§ **WHAT TO PRODUCE**
Starting at the first line of the records below, transcribe each line exactly, ending with the line that contains "Where are all labels, markers".

§ **RECORDS TO USE**

────────

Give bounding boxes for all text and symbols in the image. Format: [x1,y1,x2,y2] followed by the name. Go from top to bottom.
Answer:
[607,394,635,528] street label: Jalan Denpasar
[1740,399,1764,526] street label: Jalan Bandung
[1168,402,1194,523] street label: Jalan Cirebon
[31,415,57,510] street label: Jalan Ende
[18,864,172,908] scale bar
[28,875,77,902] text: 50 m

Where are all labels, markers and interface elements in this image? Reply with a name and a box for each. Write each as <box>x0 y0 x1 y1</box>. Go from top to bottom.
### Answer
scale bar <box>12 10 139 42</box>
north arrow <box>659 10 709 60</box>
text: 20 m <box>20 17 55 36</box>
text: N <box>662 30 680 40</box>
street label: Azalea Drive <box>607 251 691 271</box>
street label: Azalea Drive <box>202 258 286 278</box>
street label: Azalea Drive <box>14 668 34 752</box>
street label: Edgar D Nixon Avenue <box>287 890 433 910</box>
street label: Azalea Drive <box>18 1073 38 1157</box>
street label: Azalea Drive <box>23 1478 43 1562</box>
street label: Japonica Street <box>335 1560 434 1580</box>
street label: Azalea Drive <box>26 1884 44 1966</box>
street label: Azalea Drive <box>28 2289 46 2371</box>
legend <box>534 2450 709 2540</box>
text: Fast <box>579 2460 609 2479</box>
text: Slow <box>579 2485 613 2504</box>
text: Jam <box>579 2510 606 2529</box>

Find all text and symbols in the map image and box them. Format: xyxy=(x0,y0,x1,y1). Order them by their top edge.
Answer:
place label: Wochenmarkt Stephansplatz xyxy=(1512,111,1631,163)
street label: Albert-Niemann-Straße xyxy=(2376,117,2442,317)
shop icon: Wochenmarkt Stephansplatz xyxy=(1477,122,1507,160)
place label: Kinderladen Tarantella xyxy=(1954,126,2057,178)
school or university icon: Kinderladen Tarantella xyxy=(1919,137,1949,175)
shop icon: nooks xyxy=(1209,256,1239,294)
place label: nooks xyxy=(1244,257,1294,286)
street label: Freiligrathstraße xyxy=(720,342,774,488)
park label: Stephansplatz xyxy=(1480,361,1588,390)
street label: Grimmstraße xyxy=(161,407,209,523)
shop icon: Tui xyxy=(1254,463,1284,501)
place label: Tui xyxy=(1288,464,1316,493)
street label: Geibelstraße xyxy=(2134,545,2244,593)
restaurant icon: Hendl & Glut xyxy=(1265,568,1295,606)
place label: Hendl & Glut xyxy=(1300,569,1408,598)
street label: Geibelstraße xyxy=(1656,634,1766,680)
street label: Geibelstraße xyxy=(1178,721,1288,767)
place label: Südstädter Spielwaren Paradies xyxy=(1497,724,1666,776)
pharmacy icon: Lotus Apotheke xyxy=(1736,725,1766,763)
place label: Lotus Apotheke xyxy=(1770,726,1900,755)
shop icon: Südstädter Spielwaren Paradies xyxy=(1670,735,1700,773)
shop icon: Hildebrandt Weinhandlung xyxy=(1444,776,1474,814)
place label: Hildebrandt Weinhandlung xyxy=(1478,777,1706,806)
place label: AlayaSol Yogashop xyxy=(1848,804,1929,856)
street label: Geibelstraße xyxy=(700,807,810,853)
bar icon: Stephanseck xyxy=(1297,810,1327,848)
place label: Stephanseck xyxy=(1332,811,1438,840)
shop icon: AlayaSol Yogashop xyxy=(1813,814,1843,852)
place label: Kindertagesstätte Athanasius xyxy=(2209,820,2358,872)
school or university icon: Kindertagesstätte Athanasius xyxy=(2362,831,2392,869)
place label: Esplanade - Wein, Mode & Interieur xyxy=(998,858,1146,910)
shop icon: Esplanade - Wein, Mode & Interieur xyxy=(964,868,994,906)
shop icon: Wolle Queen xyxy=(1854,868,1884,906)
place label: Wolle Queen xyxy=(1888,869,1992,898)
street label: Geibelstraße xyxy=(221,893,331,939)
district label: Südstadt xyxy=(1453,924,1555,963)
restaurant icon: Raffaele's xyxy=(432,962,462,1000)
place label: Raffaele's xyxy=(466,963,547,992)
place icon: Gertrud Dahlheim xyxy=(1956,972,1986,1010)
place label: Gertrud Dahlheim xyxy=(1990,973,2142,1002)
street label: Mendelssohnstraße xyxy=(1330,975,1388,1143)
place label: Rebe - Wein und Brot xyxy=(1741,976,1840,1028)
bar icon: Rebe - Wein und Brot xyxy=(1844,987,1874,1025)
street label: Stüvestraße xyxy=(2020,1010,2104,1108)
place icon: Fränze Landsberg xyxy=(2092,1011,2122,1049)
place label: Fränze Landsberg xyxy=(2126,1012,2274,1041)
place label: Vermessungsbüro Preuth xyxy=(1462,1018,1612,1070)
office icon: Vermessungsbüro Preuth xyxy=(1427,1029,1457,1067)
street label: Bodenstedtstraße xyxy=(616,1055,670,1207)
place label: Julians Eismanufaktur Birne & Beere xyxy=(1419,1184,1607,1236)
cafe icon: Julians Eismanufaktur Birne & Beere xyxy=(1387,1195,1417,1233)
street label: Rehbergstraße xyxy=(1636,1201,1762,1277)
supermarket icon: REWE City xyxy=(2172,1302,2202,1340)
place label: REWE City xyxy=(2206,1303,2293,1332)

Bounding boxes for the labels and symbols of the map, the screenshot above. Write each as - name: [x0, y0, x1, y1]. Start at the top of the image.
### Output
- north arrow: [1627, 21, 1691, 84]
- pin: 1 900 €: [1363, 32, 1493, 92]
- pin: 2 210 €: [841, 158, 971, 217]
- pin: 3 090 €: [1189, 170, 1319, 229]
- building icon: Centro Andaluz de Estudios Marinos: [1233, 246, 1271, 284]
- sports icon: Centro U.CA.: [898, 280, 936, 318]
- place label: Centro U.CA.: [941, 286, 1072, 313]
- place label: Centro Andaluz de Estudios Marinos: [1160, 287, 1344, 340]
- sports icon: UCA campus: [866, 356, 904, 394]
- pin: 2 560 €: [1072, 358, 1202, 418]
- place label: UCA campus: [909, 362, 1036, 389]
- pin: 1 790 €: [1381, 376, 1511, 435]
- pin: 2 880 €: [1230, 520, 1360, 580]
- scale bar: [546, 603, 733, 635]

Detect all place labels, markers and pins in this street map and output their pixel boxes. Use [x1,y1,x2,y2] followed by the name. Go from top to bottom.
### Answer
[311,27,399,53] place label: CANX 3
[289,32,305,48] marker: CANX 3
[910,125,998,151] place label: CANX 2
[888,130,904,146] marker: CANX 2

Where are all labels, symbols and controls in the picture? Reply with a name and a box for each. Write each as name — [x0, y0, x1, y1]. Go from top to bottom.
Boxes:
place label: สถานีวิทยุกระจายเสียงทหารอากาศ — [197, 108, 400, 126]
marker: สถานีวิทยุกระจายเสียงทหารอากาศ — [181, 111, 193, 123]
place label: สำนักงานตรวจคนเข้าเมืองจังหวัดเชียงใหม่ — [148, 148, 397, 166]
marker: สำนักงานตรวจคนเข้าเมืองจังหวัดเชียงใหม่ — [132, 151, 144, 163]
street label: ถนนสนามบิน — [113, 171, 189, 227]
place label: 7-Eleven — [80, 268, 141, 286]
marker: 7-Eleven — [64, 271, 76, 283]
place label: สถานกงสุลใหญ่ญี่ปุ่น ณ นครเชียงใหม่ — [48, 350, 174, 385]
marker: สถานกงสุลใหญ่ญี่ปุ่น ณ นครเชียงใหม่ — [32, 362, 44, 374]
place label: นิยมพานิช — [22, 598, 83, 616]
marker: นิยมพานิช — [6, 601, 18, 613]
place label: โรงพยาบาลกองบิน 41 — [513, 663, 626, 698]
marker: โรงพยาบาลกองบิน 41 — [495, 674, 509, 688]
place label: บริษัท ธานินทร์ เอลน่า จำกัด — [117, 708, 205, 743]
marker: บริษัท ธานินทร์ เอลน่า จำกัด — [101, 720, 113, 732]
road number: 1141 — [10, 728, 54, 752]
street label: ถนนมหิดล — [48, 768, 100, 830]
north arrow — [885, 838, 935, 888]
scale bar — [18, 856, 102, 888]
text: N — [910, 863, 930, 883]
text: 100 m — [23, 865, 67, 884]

────────

§ **EXERCISE ANSWER**
Give bounding boxes for all text and symbols in the image. Format: [x1,y1,x2,y2] followed by the name. Go from top to bottom.
Answer:
[607,394,635,528] street label: Jalan Denpasar
[1740,399,1764,526] street label: Jalan Bandung
[1168,402,1194,523] street label: Jalan Cirebon
[31,415,57,510] street label: Jalan Ende
[18,864,172,908] scale bar
[28,875,77,902] text: 50 m

Where are all labels, markers and interface elements in this image? Reply with a name and a box for each. Write each as <box>x0 y0 x1 y1</box>. Go from top to bottom.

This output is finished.